What to produce: From the first line onward, reproduce the records exactly; the final line to include is the one holding "Annotation task. Summarize".

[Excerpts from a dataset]

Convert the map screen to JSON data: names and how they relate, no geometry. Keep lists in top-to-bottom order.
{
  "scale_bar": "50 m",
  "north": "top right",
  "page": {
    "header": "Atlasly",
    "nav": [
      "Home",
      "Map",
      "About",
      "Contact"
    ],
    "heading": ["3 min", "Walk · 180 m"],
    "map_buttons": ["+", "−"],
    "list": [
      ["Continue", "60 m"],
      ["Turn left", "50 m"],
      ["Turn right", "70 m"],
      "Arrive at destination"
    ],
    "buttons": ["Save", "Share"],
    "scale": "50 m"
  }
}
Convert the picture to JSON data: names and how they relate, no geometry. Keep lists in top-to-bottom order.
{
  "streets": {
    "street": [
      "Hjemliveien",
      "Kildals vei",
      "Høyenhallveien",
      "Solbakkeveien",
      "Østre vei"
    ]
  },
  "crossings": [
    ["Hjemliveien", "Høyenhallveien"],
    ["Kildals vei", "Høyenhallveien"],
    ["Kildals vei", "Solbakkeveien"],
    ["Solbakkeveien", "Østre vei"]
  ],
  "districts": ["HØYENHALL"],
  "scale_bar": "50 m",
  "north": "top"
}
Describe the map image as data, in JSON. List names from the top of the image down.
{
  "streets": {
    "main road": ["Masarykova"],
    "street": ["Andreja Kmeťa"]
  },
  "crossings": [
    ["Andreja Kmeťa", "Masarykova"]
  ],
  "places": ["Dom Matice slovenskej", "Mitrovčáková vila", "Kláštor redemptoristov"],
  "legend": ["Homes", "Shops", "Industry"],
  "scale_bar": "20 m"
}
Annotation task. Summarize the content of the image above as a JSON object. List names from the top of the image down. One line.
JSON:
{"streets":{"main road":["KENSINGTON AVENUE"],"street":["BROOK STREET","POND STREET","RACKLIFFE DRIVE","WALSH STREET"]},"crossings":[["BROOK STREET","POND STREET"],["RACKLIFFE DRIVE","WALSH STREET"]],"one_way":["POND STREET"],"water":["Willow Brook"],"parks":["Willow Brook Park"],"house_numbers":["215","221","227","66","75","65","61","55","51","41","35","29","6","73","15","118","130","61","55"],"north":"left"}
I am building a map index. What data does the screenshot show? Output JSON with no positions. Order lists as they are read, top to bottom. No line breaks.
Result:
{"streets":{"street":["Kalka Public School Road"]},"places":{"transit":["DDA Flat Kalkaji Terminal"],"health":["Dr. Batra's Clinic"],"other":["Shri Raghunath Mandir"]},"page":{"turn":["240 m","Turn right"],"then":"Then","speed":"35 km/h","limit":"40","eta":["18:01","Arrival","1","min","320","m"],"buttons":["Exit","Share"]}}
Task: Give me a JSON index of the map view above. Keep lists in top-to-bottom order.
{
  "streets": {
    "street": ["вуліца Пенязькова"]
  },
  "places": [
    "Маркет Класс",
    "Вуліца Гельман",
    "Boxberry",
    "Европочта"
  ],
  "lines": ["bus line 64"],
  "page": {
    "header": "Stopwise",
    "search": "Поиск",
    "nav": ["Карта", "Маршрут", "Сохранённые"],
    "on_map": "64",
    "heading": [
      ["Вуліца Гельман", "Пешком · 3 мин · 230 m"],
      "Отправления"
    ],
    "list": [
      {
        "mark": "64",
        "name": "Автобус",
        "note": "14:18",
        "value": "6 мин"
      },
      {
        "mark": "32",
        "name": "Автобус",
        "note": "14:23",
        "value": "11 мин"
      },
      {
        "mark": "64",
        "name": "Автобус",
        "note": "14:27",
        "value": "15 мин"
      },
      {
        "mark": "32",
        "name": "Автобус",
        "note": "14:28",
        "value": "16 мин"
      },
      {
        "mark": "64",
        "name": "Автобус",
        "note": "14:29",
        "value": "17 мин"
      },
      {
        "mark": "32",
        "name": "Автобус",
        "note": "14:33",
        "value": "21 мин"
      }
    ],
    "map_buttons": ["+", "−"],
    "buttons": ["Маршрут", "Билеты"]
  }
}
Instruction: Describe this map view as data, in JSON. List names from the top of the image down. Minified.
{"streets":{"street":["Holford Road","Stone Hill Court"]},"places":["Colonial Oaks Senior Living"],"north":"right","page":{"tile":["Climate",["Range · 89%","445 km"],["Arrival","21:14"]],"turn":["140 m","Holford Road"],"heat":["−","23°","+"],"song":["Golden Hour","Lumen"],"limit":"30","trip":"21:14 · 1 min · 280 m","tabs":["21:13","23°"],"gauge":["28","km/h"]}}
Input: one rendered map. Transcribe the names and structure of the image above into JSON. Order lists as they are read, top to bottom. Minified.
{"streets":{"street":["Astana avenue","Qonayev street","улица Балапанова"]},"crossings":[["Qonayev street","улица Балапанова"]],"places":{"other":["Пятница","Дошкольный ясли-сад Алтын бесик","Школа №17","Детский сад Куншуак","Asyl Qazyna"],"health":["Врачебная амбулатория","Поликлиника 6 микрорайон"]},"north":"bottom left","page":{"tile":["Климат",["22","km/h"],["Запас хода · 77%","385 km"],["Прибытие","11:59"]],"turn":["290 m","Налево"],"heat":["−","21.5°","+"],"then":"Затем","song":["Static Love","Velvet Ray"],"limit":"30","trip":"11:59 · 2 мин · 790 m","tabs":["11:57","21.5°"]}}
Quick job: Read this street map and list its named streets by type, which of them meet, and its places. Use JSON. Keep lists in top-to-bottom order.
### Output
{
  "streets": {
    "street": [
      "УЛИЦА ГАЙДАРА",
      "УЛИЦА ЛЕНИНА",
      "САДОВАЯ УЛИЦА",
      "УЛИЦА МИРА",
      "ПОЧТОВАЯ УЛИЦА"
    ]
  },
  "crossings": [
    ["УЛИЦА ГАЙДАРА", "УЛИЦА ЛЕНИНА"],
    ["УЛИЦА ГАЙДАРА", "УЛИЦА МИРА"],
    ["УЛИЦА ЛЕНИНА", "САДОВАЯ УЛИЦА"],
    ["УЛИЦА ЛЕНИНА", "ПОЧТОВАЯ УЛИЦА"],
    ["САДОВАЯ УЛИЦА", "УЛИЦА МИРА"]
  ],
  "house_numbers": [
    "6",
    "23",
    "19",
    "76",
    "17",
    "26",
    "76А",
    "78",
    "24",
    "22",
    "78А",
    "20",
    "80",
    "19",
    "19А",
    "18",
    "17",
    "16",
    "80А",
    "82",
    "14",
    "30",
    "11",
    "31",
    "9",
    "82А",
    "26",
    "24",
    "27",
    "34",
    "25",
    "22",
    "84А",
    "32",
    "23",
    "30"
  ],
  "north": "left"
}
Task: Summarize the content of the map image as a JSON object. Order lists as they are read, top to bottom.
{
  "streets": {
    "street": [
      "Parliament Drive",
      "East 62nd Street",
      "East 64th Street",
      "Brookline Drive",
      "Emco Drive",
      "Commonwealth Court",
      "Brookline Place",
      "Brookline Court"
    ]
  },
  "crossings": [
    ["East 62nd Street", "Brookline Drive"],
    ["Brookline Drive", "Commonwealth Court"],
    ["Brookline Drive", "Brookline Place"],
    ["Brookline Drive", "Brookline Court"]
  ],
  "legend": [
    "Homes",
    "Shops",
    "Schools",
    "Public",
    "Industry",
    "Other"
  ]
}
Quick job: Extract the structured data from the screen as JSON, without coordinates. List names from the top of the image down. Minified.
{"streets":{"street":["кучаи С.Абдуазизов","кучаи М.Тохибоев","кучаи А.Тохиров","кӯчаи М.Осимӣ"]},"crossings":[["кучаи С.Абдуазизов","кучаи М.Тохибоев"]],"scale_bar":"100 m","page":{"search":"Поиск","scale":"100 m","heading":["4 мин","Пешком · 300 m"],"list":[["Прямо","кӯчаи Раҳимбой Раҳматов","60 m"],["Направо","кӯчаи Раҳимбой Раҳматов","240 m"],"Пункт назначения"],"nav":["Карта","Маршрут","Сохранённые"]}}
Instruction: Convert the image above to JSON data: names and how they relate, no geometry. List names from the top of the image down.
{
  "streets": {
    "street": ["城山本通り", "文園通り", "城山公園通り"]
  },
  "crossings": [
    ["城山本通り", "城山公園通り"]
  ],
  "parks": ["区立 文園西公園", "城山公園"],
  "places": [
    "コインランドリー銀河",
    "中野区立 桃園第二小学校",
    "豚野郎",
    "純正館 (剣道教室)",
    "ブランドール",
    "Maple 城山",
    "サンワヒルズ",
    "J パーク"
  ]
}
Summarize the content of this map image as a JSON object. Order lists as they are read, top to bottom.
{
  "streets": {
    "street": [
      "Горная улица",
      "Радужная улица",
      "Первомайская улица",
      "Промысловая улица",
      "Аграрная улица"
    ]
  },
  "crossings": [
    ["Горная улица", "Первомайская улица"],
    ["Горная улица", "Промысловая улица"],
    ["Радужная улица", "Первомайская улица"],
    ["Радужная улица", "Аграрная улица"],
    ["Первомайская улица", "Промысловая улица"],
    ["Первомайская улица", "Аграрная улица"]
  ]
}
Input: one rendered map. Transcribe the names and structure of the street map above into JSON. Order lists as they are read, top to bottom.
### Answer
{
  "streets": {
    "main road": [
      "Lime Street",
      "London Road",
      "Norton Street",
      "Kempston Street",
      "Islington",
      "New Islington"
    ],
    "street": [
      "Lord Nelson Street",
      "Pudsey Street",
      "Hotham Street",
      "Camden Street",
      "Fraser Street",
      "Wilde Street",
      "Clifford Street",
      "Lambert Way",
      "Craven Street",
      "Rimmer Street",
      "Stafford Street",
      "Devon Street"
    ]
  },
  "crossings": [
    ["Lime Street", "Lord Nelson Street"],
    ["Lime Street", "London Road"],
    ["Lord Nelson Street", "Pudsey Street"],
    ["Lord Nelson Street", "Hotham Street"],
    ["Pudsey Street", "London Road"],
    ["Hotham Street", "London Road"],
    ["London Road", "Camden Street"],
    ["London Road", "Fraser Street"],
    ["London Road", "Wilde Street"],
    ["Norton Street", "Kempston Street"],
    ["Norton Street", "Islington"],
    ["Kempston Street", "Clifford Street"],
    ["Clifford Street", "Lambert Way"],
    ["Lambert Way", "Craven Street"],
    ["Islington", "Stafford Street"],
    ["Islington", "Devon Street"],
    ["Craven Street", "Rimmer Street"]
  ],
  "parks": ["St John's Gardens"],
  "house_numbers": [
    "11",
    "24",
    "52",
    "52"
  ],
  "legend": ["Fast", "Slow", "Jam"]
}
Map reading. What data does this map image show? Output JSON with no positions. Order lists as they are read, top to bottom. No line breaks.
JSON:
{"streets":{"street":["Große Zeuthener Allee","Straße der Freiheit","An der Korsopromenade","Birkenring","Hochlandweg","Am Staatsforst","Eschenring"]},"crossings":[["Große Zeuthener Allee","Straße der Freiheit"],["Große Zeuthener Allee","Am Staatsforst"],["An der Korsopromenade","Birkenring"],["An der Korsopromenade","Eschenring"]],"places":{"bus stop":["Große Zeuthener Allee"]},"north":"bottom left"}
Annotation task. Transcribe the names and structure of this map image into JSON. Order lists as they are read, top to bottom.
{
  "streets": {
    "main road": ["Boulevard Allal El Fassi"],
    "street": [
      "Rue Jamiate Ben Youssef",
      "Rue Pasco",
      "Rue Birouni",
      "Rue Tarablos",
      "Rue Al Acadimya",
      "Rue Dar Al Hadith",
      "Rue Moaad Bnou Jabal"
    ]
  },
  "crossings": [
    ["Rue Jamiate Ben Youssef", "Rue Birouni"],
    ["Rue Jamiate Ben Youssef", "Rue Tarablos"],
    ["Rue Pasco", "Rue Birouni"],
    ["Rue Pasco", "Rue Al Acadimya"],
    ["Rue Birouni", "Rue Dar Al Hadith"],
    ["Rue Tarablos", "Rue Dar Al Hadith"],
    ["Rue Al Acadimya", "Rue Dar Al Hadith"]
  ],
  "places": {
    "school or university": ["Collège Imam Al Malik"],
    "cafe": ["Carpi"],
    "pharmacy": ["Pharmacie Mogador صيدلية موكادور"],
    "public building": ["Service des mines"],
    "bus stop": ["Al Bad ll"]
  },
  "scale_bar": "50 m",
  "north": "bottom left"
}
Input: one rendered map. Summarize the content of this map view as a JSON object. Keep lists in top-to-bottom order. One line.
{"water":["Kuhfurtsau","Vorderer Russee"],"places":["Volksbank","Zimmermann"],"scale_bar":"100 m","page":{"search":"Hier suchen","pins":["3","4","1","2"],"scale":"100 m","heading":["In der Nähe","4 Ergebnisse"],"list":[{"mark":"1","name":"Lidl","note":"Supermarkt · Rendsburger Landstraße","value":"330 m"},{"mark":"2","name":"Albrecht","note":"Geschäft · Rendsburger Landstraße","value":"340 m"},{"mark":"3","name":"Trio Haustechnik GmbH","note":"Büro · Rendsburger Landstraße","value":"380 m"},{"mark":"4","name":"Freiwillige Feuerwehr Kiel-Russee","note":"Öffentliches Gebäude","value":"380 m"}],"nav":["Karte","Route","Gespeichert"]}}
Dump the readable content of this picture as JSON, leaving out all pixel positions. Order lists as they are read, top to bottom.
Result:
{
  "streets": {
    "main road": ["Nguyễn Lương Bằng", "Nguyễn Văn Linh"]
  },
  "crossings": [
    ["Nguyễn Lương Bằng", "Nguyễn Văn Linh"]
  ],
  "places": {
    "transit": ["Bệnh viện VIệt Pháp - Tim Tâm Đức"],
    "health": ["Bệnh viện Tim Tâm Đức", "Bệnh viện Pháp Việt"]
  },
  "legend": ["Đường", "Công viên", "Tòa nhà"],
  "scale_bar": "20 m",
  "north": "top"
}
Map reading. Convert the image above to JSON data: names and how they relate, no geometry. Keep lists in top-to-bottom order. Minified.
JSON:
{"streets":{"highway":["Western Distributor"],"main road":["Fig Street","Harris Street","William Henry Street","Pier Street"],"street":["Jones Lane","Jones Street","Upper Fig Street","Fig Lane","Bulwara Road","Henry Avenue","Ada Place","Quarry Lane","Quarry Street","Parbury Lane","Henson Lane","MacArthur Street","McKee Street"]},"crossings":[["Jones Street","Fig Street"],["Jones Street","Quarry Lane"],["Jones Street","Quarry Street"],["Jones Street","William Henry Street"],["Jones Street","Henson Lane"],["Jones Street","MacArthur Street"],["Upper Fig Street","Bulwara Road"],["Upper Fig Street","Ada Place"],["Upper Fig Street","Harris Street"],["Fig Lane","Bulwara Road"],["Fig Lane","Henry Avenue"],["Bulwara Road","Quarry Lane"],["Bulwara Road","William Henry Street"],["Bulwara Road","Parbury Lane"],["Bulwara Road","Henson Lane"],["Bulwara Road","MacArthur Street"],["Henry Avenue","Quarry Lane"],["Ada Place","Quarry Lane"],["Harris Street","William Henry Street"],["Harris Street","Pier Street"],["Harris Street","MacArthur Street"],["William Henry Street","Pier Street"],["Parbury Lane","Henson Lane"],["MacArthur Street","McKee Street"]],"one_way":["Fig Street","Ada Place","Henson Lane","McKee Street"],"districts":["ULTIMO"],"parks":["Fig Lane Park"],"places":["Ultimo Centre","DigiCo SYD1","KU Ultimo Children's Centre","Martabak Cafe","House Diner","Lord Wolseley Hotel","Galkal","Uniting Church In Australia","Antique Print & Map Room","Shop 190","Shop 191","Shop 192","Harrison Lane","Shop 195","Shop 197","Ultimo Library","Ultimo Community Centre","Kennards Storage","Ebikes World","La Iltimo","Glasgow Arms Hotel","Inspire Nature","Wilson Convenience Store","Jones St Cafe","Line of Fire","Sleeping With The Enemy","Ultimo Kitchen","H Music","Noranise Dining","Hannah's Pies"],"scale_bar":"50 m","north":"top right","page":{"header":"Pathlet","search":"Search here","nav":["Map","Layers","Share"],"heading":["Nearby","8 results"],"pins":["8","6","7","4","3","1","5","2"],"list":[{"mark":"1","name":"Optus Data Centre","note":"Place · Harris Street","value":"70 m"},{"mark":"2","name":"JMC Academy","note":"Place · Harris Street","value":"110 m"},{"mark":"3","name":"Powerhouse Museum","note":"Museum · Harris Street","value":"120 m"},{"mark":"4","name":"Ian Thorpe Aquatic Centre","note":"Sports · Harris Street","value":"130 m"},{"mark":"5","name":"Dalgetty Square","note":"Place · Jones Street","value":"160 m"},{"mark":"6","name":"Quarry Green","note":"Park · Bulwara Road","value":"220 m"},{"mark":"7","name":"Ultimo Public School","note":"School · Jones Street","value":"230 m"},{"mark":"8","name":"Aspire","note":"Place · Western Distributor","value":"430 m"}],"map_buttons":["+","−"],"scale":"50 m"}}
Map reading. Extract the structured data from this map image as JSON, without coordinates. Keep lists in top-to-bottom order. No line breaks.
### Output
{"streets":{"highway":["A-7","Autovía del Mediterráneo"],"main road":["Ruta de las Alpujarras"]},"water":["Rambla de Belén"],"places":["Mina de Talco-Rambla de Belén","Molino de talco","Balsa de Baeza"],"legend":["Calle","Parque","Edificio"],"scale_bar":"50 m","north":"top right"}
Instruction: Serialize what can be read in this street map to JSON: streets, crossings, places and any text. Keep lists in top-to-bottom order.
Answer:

Finished exercise:
Convert the map screen to JSON data: names and how they relate, no geometry. Keep lists in top-to-bottom order.
{
  "scale_bar": "50 m",
  "north": "top right",
  "page": {
    "header": "Atlasly",
    "nav": [
      "Home",
      "Map",
      "About",
      "Contact"
    ],
    "heading": ["3 min", "Walk · 180 m"],
    "map_buttons": ["+", "−"],
    "list": [
      ["Continue", "60 m"],
      ["Turn left", "50 m"],
      ["Turn right", "70 m"],
      "Arrive at destination"
    ],
    "buttons": ["Save", "Share"],
    "scale": "50 m"
  }
}
Convert the picture to JSON data: names and how they relate, no geometry. Keep lists in top-to-bottom order.
{
  "streets": {
    "street": [
      "Hjemliveien",
      "Kildals vei",
      "Høyenhallveien",
      "Solbakkeveien",
      "Østre vei"
    ]
  },
  "crossings": [
    ["Hjemliveien", "Høyenhallveien"],
    ["Kildals vei", "Høyenhallveien"],
    ["Kildals vei", "Solbakkeveien"],
    ["Solbakkeveien", "Østre vei"]
  ],
  "districts": ["HØYENHALL"],
  "scale_bar": "50 m",
  "north": "top"
}
Describe the map image as data, in JSON. List names from the top of the image down.
{
  "streets": {
    "main road": ["Masarykova"],
    "street": ["Andreja Kmeťa"]
  },
  "crossings": [
    ["Andreja Kmeťa", "Masarykova"]
  ],
  "places": ["Dom Matice slovenskej", "Mitrovčáková vila", "Kláštor redemptoristov"],
  "legend": ["Homes", "Shops", "Industry"],
  "scale_bar": "20 m"
}
Annotation task. Summarize the content of the image above as a JSON object. List names from the top of the image down. One line.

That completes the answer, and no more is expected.